Film

A Grand Experiment

Seattle Underground Film Festival Returns for a Second Year


Seattle Underground Film Fest
Oct 6-14, at Cinema 18 and the Little Theatre.

AN EXPERIMENT IS a stab at fixing a mystery. It begins with a vision of the impossible, and then labors to find an adequate expression for it. By definition, experiments frequently end in failure, but the energy released in the process of trying to find a path through the unknown is often justification enough for taking that stab in the first place.

The founders of the Seattle Underground Film Fest (SUFF), now in its second year, wear their experimental bent on their sleeves. Filmmakers Jon Behrens and Steve Creson founded the fest in 1999 "to try and provide some sort of home for smaller, more experimental, more rough-edged work." Their tremendous effort last year produced a festival that was ragged and somewhat confusing, but gloriously, giddily energetic--a refreshing and welcome combination of intents put upon the local film scene, which too often finds itself aimlessly, witlessly kissing its own ass in a doomed attempt to impress the mainstream.

The experimental nature of much of last year's SUFF program was, of course, elemental to its identity. In the last decade, experimental films have been egregiously damned to the underworld of American cinema. As the so-called "independent film" movement continues its death march across the landscape of cinema, the once-vital subgenre of experimental film has found itself positively unwelcome in the increasingly timid mainstream film-festival circuit.

The irony is that the loss is entirely mainstream cinema's. The stultifying demands of the commercial system--increasingly manipulated by the Hollywood fringe and its wannabes-in-waiting--all but guarantee that artistic integrity take a back seat to such non-entities as "Production Value," "Demographic Appeal," and "Primary Genre." Indeed, in such a filmmaking environment, the filmmaker who knowingly sets out to experiment is, at best, simply ignorant; at worst, a downright failure.

Which, if you haven't sensed my bent by now, is a great thing. I can guarantee that the second annual SUFF will have its fair share of failures. Perhaps some will even be spectacular failures; I hope few will be the flaccid, dull failures of the merely incompetent or lazy. But, by the very palpable possibility of admitted failure, I can also reasonably presume the festival will offer its share of fabulous successes--the important kind that emerge from within the specific body of a specific fest on their own terms, and clear the air. Such films are increasingly rare in the context of such large, hedging-our-bets festivals as Sundance or even our own SIFF.

A few samples presented to the press seem to affirm this possibility. The experimental narrative A Step Removed (Narrative Film Shorts III, 10/14 @ 9:30, Cinema 18) delicately examines the nature of memory and place in a wordless, 11-minute relay of still and live imagery. Restrained, yet confident, the film manages to suggest the vastness of the disconnection our shrinking world seems to conjure up--and yet, it does so on its own terms, conducting a unique visual experiment that succeeds.
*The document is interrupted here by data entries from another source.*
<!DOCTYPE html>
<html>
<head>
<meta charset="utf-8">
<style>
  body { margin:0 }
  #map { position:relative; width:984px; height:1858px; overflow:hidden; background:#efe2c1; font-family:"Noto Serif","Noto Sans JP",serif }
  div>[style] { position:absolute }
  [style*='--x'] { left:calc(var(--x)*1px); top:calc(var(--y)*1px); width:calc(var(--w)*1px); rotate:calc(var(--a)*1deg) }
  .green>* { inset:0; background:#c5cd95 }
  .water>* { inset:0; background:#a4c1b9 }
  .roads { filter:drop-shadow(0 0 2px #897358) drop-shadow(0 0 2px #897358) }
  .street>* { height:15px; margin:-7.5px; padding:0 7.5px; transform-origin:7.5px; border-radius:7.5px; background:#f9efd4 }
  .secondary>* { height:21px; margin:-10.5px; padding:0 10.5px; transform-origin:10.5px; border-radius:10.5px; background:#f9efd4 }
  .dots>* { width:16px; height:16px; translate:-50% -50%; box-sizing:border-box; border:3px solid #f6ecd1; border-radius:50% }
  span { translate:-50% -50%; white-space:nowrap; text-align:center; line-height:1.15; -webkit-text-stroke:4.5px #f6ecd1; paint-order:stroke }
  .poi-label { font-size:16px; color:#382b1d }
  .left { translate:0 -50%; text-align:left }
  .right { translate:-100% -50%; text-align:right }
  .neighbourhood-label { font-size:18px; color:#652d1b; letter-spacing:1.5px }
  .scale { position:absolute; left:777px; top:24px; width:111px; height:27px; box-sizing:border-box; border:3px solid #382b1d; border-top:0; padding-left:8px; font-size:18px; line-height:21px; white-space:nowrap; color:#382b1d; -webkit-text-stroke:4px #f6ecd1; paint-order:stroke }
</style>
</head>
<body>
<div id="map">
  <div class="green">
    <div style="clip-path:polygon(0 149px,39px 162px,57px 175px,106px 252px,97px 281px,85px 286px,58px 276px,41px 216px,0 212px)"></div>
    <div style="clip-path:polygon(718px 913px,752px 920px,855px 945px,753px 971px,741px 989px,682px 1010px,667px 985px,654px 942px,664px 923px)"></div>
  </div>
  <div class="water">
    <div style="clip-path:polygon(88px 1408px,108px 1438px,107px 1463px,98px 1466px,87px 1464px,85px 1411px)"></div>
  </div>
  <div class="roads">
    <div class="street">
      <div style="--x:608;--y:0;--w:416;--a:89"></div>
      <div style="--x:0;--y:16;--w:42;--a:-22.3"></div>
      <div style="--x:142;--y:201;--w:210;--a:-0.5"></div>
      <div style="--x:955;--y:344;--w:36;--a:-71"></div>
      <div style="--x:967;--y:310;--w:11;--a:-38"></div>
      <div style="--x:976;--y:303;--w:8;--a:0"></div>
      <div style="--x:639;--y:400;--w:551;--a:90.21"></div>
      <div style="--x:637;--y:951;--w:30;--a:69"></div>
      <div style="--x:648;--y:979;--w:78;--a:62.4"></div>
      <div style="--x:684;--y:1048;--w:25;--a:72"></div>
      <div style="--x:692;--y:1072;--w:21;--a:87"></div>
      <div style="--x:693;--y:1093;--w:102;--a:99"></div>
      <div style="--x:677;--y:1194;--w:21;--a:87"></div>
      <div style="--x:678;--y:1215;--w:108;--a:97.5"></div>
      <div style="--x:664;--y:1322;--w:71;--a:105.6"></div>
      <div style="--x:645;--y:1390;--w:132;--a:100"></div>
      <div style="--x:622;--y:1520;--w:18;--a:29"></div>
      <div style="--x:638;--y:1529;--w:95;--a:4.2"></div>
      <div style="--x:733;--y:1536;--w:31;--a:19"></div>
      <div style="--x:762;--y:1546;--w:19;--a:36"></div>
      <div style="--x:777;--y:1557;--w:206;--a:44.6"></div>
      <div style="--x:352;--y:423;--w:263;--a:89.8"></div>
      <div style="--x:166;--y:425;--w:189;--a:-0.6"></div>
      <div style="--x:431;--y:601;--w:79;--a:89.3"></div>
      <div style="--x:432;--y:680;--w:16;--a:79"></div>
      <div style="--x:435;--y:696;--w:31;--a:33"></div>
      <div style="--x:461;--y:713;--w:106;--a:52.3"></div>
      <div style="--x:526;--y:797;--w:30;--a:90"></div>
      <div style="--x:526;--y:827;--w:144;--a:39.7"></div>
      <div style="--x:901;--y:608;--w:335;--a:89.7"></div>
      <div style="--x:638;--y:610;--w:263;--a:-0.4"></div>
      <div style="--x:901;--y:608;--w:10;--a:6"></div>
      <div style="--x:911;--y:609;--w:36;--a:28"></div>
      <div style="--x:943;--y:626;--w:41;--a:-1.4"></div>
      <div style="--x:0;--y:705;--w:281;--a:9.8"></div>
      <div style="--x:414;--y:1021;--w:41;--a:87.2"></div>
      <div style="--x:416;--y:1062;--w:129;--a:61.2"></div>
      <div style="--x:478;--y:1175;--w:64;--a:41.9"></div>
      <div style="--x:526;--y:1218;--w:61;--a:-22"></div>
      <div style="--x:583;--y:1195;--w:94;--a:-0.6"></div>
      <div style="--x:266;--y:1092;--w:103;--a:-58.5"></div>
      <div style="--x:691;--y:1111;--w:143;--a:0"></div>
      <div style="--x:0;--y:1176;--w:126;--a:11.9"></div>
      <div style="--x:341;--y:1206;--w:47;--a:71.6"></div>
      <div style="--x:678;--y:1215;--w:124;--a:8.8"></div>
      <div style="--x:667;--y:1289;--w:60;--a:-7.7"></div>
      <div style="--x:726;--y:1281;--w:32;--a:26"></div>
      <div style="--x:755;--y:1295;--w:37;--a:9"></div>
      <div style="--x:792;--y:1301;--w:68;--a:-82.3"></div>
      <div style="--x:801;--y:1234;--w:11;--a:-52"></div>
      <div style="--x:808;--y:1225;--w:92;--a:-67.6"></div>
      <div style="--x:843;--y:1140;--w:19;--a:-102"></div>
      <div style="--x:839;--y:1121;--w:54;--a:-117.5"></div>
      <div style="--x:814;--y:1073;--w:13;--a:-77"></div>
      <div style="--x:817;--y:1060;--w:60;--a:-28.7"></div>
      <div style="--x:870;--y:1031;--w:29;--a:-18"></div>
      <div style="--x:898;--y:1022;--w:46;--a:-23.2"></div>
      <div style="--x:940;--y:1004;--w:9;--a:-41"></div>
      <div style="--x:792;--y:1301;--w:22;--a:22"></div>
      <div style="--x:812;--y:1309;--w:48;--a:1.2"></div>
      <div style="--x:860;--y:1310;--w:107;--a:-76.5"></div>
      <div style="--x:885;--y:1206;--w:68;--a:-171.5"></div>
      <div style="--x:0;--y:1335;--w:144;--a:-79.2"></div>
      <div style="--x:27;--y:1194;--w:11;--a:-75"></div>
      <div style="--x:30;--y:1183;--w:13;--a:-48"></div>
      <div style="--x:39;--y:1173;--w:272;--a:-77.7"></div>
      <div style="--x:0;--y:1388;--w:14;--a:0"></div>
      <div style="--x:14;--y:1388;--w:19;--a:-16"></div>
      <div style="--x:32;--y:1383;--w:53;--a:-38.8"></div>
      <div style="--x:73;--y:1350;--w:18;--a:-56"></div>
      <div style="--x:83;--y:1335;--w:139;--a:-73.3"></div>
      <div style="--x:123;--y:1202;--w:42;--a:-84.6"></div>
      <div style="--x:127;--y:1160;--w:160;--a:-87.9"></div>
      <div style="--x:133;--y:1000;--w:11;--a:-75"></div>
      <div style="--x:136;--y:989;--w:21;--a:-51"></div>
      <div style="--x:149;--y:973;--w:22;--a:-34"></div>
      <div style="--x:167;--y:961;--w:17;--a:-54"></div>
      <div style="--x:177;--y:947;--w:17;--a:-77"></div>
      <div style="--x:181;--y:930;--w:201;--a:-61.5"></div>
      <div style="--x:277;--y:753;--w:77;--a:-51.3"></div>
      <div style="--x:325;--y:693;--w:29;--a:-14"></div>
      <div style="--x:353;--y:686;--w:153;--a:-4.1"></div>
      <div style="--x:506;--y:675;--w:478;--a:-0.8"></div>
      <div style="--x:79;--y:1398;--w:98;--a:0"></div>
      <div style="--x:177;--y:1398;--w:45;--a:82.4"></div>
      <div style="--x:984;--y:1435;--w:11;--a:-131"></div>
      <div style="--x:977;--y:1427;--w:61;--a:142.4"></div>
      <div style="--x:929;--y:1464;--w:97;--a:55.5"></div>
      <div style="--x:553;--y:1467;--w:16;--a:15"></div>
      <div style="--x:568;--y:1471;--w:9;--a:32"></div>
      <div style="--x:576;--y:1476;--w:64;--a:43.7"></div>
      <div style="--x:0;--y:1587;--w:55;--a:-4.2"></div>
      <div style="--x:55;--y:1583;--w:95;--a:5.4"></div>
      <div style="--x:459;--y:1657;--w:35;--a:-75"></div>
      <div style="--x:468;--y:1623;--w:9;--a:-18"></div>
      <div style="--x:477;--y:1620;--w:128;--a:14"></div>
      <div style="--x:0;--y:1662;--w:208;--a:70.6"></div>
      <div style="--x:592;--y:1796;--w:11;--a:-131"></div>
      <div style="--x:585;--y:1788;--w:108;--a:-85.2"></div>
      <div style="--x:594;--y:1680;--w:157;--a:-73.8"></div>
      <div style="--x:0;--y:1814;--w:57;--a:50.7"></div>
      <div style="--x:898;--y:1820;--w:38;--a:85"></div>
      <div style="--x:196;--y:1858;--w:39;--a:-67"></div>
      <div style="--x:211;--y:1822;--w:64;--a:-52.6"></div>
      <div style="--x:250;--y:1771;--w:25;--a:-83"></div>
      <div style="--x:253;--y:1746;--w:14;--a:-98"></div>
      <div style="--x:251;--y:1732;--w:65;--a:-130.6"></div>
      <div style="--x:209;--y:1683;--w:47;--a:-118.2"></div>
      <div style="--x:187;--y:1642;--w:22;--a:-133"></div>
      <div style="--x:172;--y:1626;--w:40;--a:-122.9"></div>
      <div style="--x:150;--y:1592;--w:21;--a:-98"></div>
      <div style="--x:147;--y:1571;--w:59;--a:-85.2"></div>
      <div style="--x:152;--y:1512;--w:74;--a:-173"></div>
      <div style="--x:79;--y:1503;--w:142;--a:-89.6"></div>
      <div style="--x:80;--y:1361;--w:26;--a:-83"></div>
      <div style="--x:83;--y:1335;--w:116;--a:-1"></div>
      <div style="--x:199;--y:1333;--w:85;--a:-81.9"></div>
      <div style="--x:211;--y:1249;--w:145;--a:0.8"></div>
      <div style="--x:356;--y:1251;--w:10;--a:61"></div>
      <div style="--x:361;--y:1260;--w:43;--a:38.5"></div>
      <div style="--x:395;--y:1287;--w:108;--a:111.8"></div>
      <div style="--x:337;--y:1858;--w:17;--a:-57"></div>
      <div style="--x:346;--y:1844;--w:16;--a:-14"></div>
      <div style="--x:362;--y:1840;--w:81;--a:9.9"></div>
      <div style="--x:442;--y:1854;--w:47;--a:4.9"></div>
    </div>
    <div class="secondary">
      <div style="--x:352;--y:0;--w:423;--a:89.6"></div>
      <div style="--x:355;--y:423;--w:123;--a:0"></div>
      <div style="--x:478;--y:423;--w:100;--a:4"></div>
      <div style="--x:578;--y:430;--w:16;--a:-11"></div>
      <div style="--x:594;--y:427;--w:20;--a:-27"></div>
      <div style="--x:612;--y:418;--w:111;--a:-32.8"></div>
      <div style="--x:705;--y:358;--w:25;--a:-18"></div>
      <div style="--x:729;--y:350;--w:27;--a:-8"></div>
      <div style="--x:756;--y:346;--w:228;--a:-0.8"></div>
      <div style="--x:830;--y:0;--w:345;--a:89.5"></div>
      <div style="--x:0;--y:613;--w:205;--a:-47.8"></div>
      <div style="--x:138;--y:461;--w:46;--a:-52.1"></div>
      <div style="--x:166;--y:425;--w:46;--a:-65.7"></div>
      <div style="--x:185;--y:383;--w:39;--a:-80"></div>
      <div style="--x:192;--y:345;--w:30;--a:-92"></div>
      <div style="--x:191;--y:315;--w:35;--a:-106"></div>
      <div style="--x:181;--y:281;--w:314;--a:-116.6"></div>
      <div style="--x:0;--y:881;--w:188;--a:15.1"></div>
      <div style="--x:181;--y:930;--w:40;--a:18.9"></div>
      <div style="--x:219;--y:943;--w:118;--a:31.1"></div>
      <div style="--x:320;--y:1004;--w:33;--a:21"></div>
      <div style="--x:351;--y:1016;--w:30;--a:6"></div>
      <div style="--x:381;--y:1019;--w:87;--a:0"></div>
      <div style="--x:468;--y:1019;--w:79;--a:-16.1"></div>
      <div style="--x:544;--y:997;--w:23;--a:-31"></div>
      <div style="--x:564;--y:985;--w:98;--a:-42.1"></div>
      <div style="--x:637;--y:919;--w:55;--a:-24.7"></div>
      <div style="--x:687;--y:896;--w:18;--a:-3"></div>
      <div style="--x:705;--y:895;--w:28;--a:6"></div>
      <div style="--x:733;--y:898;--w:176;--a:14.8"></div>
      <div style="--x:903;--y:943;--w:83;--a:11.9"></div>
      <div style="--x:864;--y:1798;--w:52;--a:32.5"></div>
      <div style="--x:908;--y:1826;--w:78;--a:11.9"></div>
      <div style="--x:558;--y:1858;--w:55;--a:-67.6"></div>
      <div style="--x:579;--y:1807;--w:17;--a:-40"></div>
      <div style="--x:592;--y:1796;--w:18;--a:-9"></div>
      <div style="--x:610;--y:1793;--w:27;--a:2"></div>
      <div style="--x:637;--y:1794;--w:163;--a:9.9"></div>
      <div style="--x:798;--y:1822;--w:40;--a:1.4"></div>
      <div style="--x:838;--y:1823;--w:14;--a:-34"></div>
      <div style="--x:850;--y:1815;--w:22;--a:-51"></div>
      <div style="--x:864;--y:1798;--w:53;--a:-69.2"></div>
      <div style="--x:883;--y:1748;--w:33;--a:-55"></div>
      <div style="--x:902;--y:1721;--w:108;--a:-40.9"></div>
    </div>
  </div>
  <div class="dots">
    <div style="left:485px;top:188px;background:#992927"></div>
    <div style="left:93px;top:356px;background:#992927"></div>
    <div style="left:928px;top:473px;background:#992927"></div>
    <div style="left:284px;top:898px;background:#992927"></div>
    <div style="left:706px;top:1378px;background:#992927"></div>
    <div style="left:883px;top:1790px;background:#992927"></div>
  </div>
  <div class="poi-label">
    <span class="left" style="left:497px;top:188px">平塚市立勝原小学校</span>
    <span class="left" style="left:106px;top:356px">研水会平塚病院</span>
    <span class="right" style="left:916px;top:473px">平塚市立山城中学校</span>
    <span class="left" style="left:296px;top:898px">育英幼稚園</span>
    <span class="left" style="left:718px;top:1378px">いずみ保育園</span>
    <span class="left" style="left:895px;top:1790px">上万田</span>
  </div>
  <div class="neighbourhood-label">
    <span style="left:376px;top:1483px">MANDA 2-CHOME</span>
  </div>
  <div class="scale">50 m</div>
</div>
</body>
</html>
Not quite as successful, though quite gripping nonetheless, is Kalin's Prayer (Narrative Film Shorts II, 10/7 @ 9:45, Cinema 18), a headlong rush of blurred images and fractured sounds that skirts around the story of a lesbian model and the stages of her failed affair with a civil-rights lawyer. That it manages to conjure up as much information as it does, without ever resorting to dialogue or even narrative imagery, is testament to the film's visual confidence. Indeed, the film only suffers from the poor performance of the lead actress--a slight problem in a strong film.

Other recommendations include Seattle director Russ Thompson's elegiac, personal WTO document, 30 Frames a Second (10/10 @ 7:30, Cinema 18); Documentary Short Subjects (10/13 @ 5:00, the Little Theatre), a series of surreal and poetic documentaries; Metal (10/10 @ 9:30, Cinema 18), a meditation on urban decay; and The Widower (10/13 @ 3:00, Cinema 18), about a man living with his dead wife.

There is a huge selection in this year's festival, meaning there are that many more risks for the audience to take. I'll hazard a guess that your risks will pay off handsomely. Certainly, it's an experiment worth pursuing.